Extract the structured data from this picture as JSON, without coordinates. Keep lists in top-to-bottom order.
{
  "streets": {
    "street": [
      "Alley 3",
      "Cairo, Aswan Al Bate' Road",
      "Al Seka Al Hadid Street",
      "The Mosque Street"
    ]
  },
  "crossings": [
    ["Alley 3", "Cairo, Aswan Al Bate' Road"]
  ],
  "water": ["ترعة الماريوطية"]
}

------------

◆ **Exercise objective**
Nothing in the entries should be left out; please reproduce them all exactly.

◆ **Your solution**
Extract the structured data from this picture as JSON, without coordinates. Keep lists in top-to-bottom order.
{
  "streets": {
    "street": [
      "Alley 3",
      "Cairo, Aswan Al Bate' Road",
      "Al Seka Al Hadid Street",
      "The Mosque Street"
    ]
  },
  "crossings": [
    ["Alley 3", "Cairo, Aswan Al Bate' Road"]
  ],
  "water": ["ترعة الماريوطية"]
}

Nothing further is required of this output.